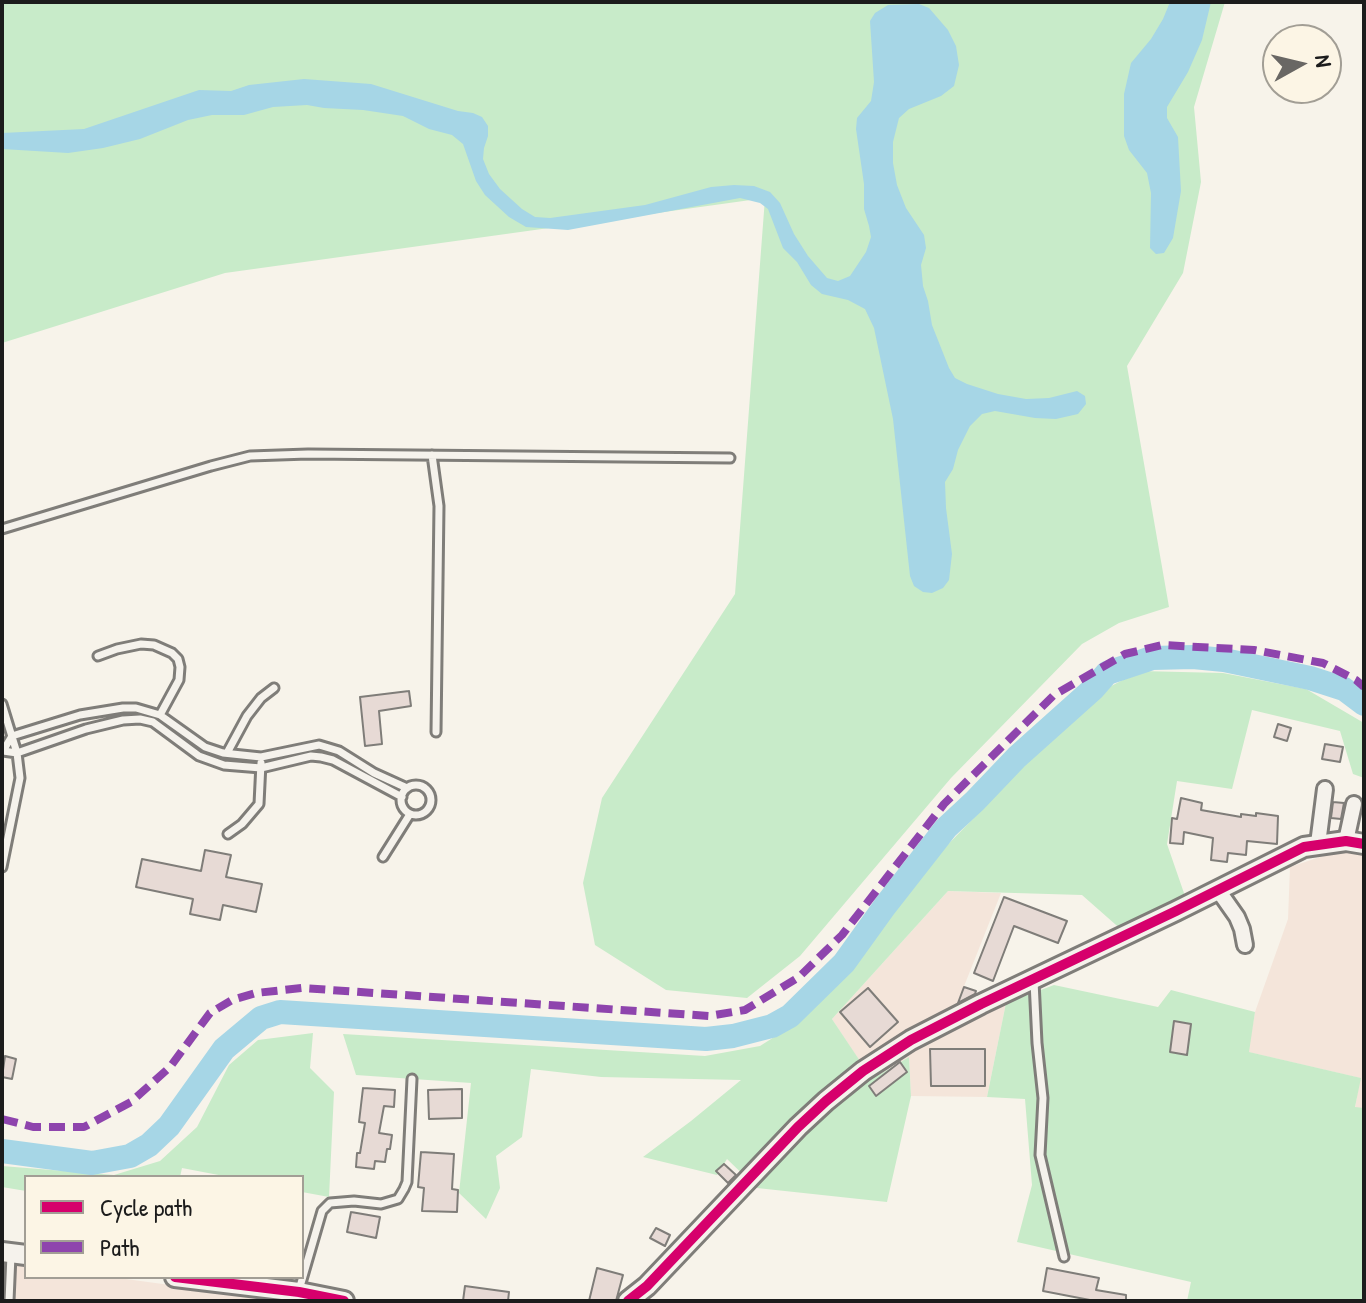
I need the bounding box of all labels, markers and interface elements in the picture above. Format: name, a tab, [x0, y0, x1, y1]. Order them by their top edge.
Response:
north arrow	[1262, 24, 1342, 104]
text: N	[1308, 53, 1339, 69]
legend	[24, 1175, 304, 1279]
text: Cycle path	[100, 1191, 192, 1223]
text: Path	[100, 1231, 139, 1263]

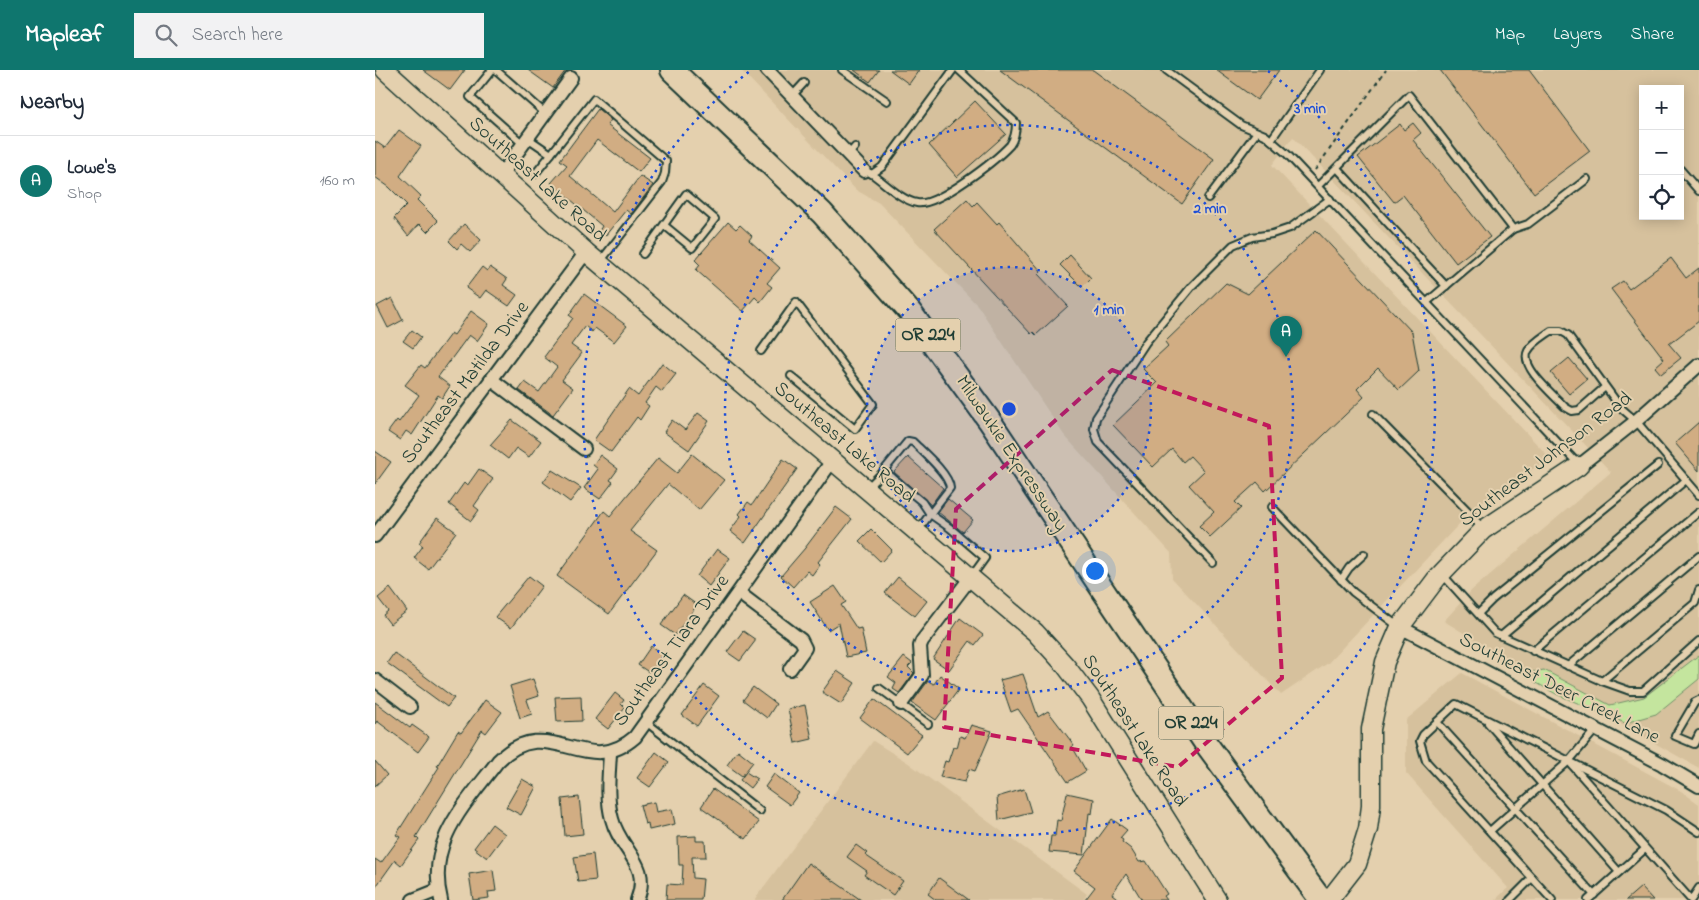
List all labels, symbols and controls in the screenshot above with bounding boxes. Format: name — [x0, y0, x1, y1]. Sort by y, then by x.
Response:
search box — [134, 13, 484, 58]
text: Mapleaf — [25, 18, 104, 53]
icon: search — [152, 21, 180, 49]
text: Search here — [192, 22, 283, 49]
text: Map — [1495, 22, 1525, 48]
text: Layers — [1553, 22, 1603, 48]
text: Share — [1631, 22, 1674, 48]
map controls — [1639, 85, 1684, 220]
button: + — [1639, 85, 1684, 130]
text: Nearby — [20, 88, 84, 118]
text: 3 min — [1293, 98, 1326, 120]
street label: Southeast Lake Road — [462, 110, 612, 250]
button: − — [1639, 130, 1684, 175]
text: Lowe's — [67, 155, 117, 182]
text: A — [31, 169, 41, 193]
text: 160 m — [320, 169, 355, 193]
button: locate — [1639, 175, 1684, 220]
text: Shop — [67, 182, 102, 206]
text: 2 min — [1193, 198, 1227, 220]
street label: Southeast Matilda Drive — [395, 295, 537, 471]
text: 1 min — [1094, 299, 1125, 321]
pin: A — [1270, 316, 1302, 357]
road number: OR 224 — [895, 318, 961, 352]
street label: Milwaukie Expressway — [948, 370, 1074, 538]
street label: Southeast Lake Road — [767, 375, 921, 511]
street label: Southeast Johnson Road — [1453, 385, 1639, 535]
centre of rings — [1000, 400, 1018, 418]
your location — [1082, 558, 1108, 584]
street label: Southeast Tiara Drive — [607, 569, 737, 733]
street label: Southeast Deer Creek Lane — [1453, 626, 1665, 752]
street label: Southeast Lake Road — [1074, 649, 1194, 813]
road number: OR 224 — [1159, 706, 1223, 740]

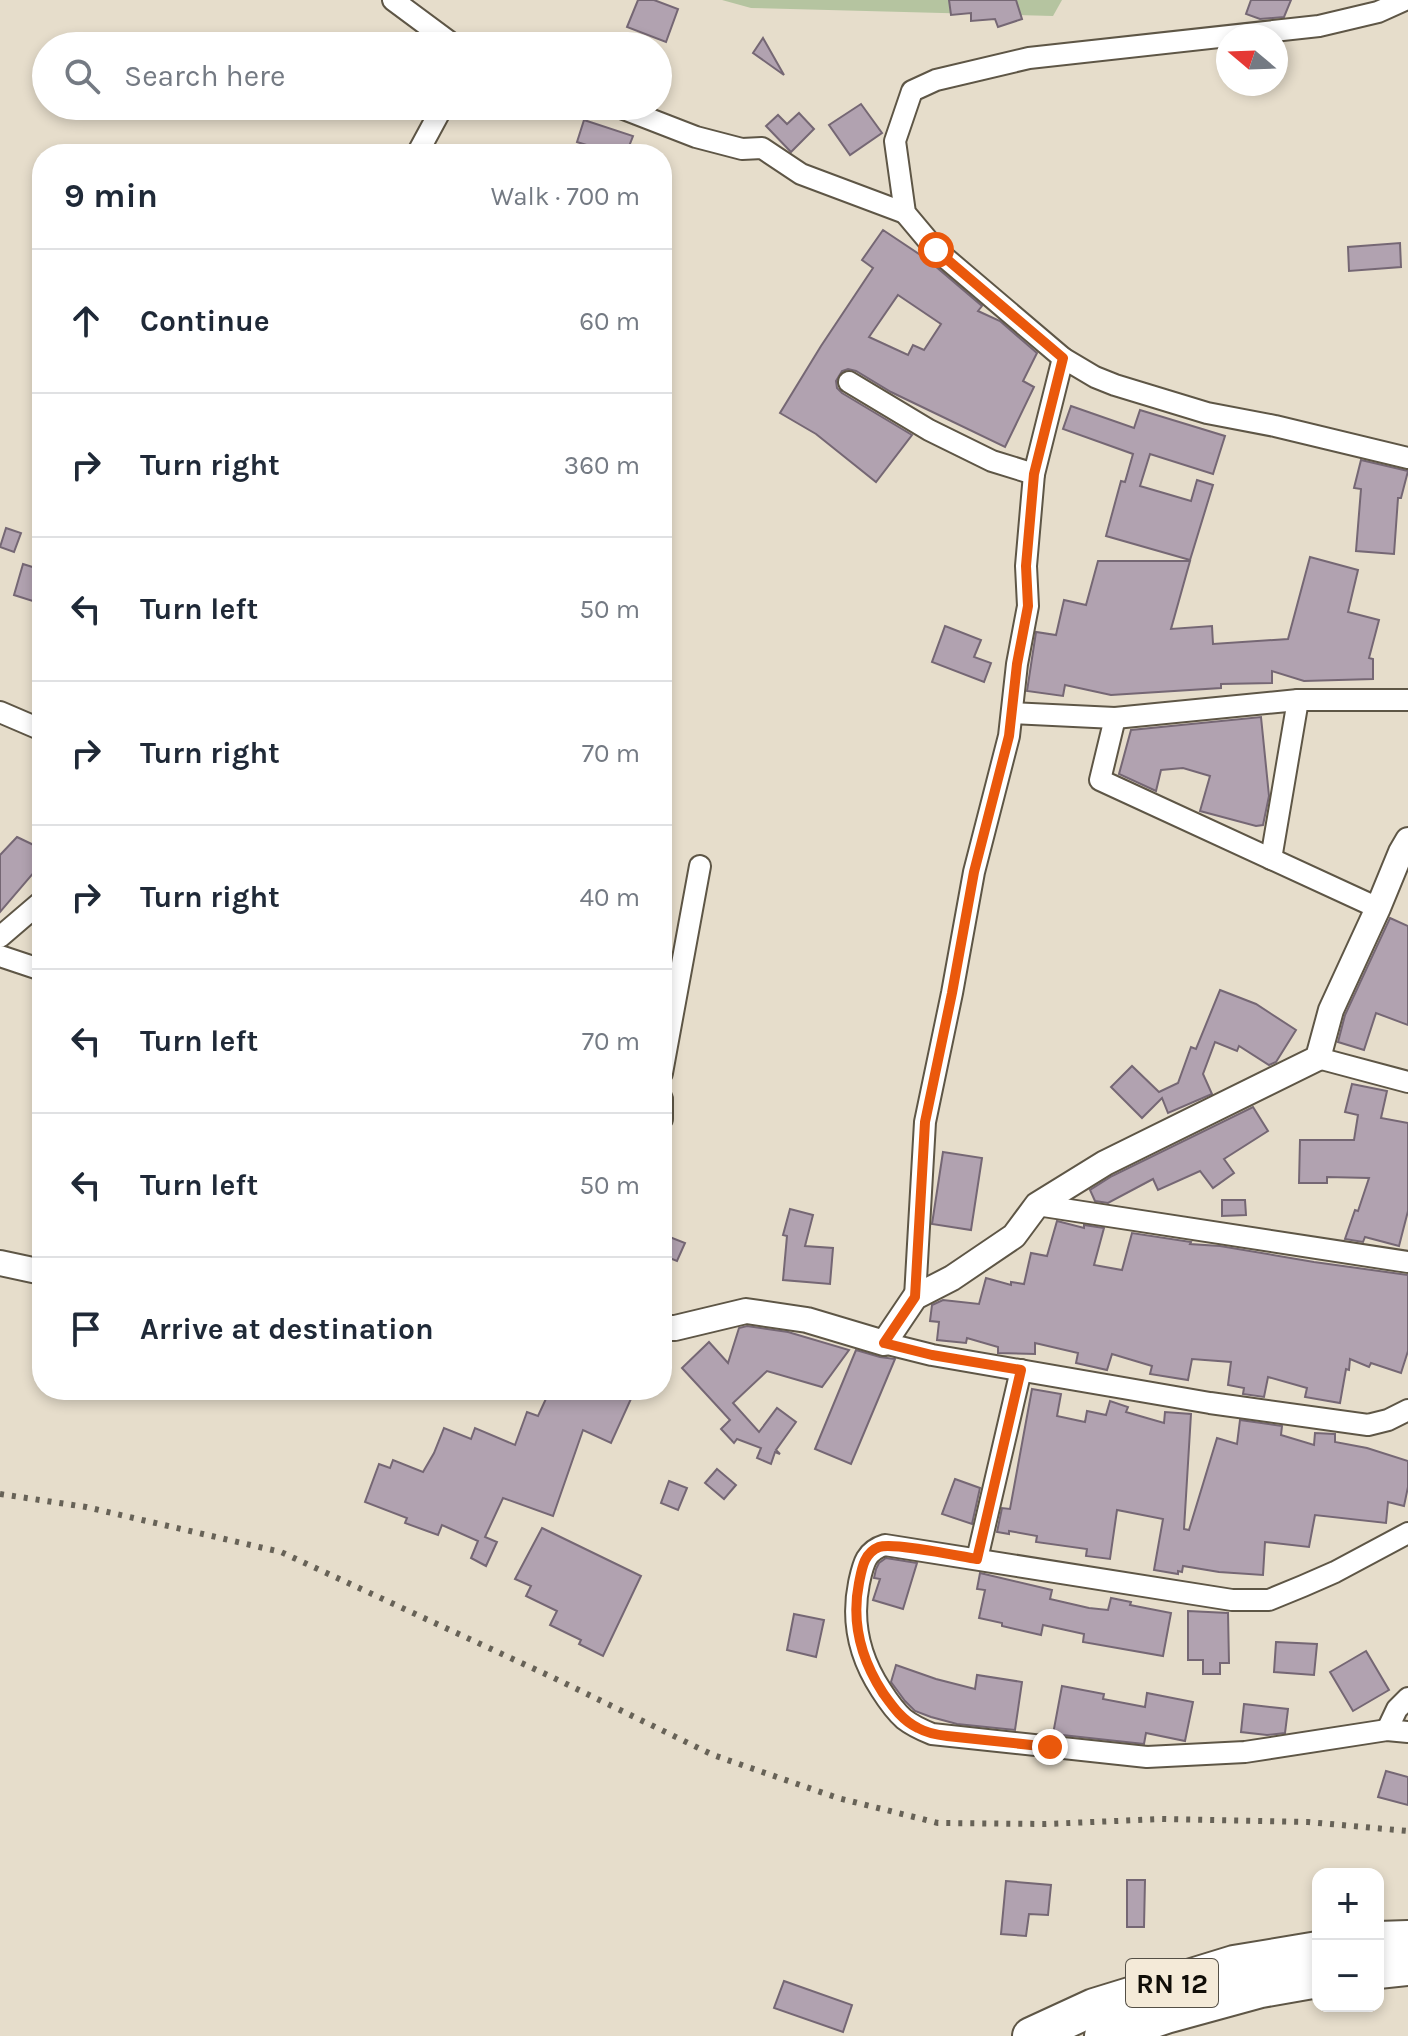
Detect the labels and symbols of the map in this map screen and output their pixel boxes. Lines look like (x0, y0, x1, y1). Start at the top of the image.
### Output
north arrow (1216, 24, 1288, 96)
route start (918, 232, 954, 268)
route end (1032, 1729, 1068, 1765)
road number: RN 12 (1126, 1959, 1218, 2007)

****************************************

#### Prompt
From the records above, copy each line where the word "bounding" can be found.

#### Answer space
I need the bounding box of all labels, markers and interface elements in the picture above. Format: name, a tab, [x0, y0, x1, y1]. Order them by their top edge.
List all labels, symbols and controls in the screenshot above with bounding boxes. Format: name — [x0, y0, x1, y1]. Sort by y, then by x.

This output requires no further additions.